◆ WHAT THE EXERCISE ASKS: Counting only lines of the listing below that hold the word "order", give the total and nothing else.

◆ DATASET EXCERPTS:
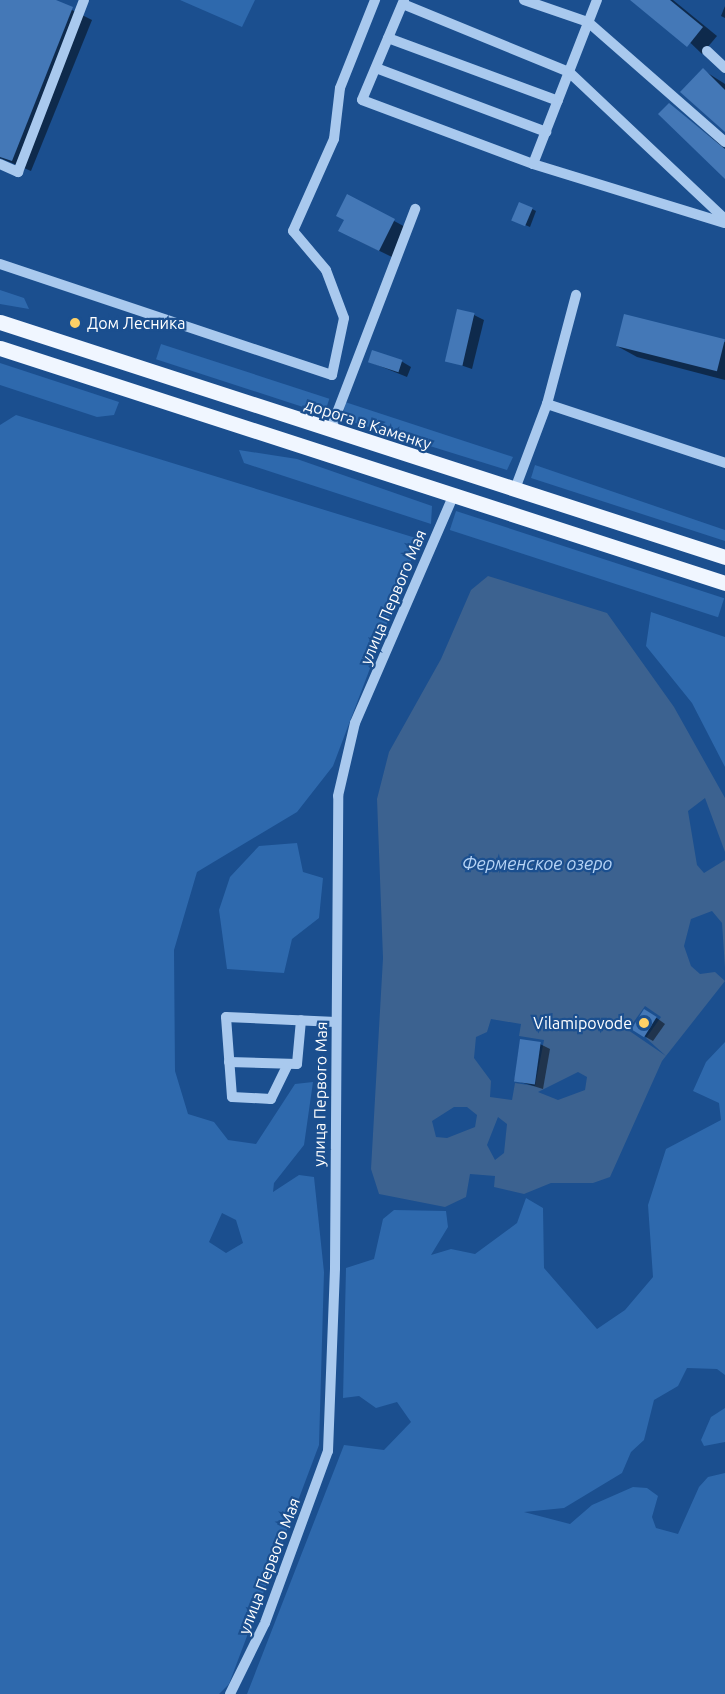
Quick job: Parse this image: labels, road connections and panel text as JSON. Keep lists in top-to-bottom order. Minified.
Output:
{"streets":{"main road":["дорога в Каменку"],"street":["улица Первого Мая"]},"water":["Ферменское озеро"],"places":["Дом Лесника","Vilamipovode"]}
---
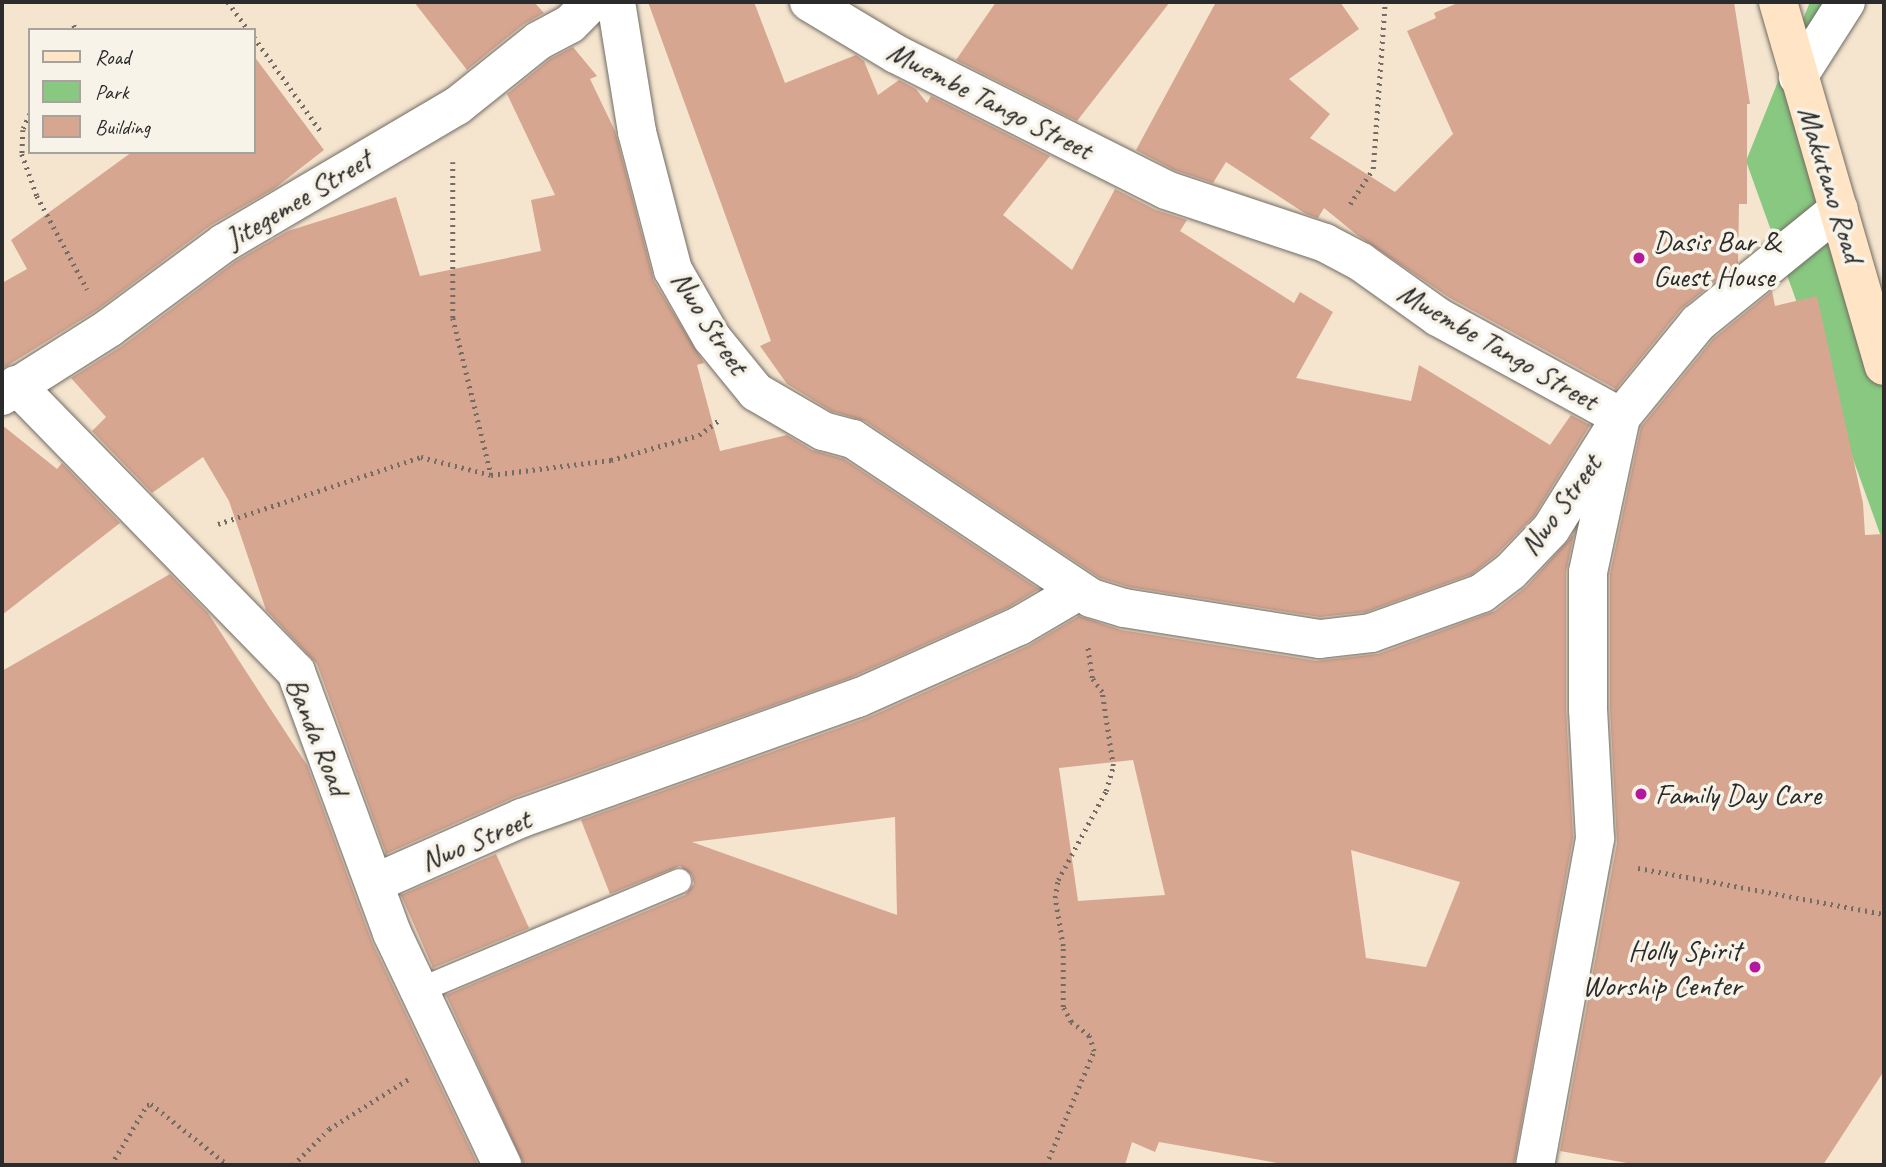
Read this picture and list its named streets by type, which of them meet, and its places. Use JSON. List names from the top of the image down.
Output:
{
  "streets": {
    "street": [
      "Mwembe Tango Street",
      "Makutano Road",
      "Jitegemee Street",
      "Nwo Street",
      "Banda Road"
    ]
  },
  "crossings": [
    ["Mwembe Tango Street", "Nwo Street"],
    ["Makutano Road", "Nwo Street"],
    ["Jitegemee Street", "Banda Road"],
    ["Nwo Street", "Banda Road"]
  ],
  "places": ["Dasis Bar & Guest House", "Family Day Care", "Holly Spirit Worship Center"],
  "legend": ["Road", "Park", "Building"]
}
...
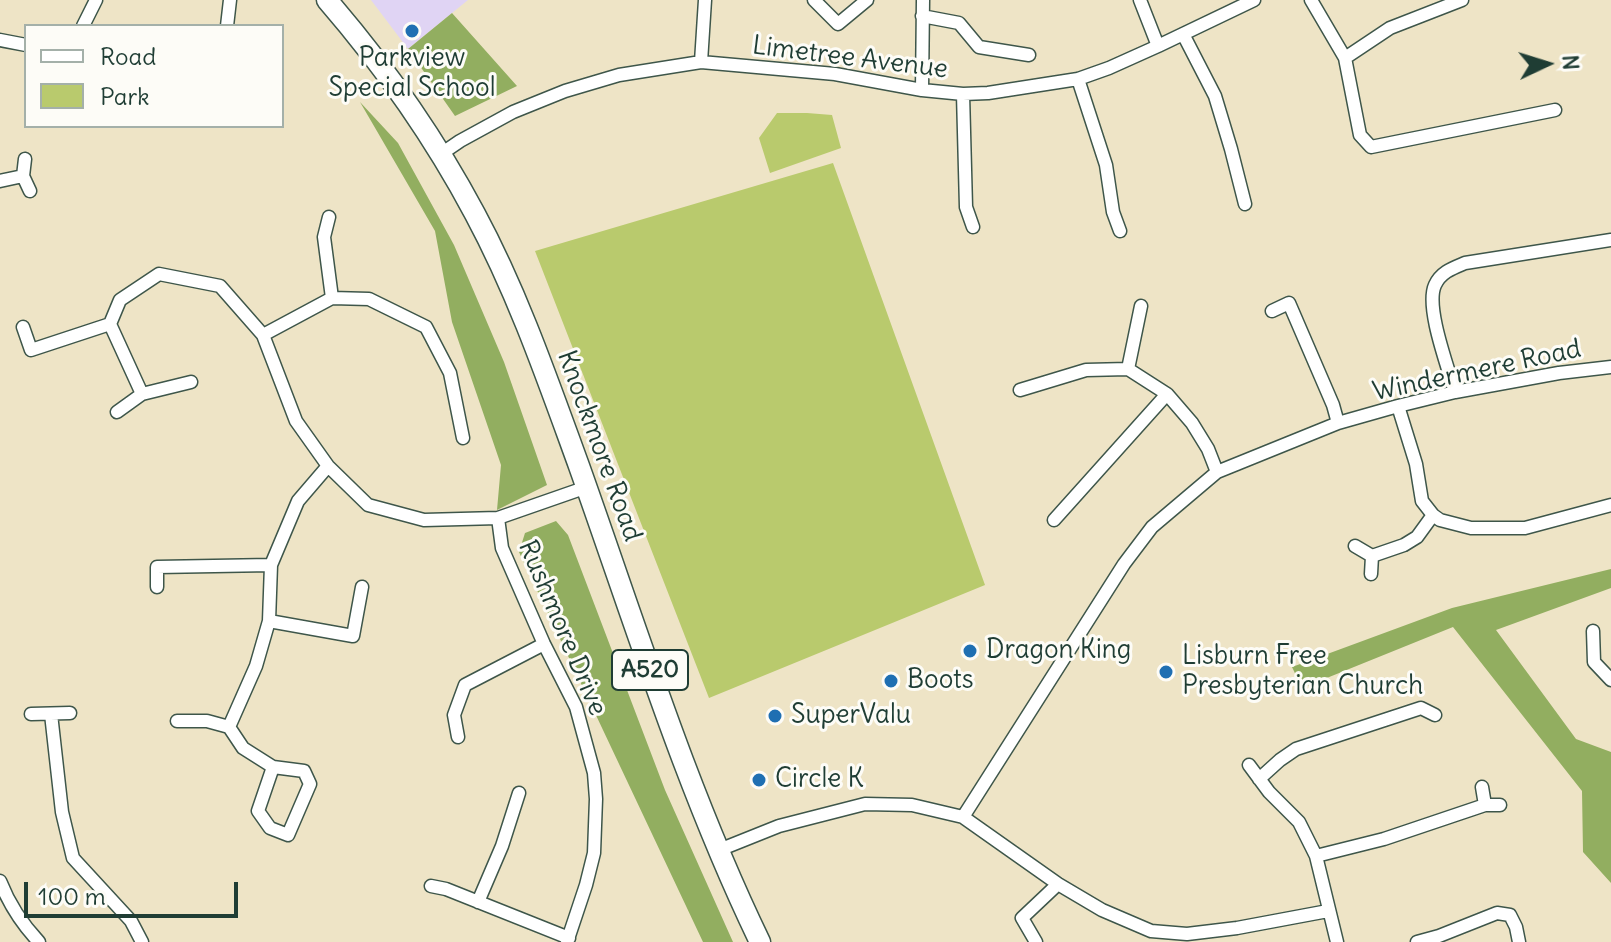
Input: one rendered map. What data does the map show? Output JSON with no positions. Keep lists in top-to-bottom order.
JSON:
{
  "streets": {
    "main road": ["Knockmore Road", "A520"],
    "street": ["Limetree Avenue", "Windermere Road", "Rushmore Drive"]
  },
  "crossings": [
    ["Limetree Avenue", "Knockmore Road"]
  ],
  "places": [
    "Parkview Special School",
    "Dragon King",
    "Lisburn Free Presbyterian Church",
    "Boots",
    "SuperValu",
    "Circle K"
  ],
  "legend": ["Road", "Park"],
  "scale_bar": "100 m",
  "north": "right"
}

◆ TASK RESULT: 2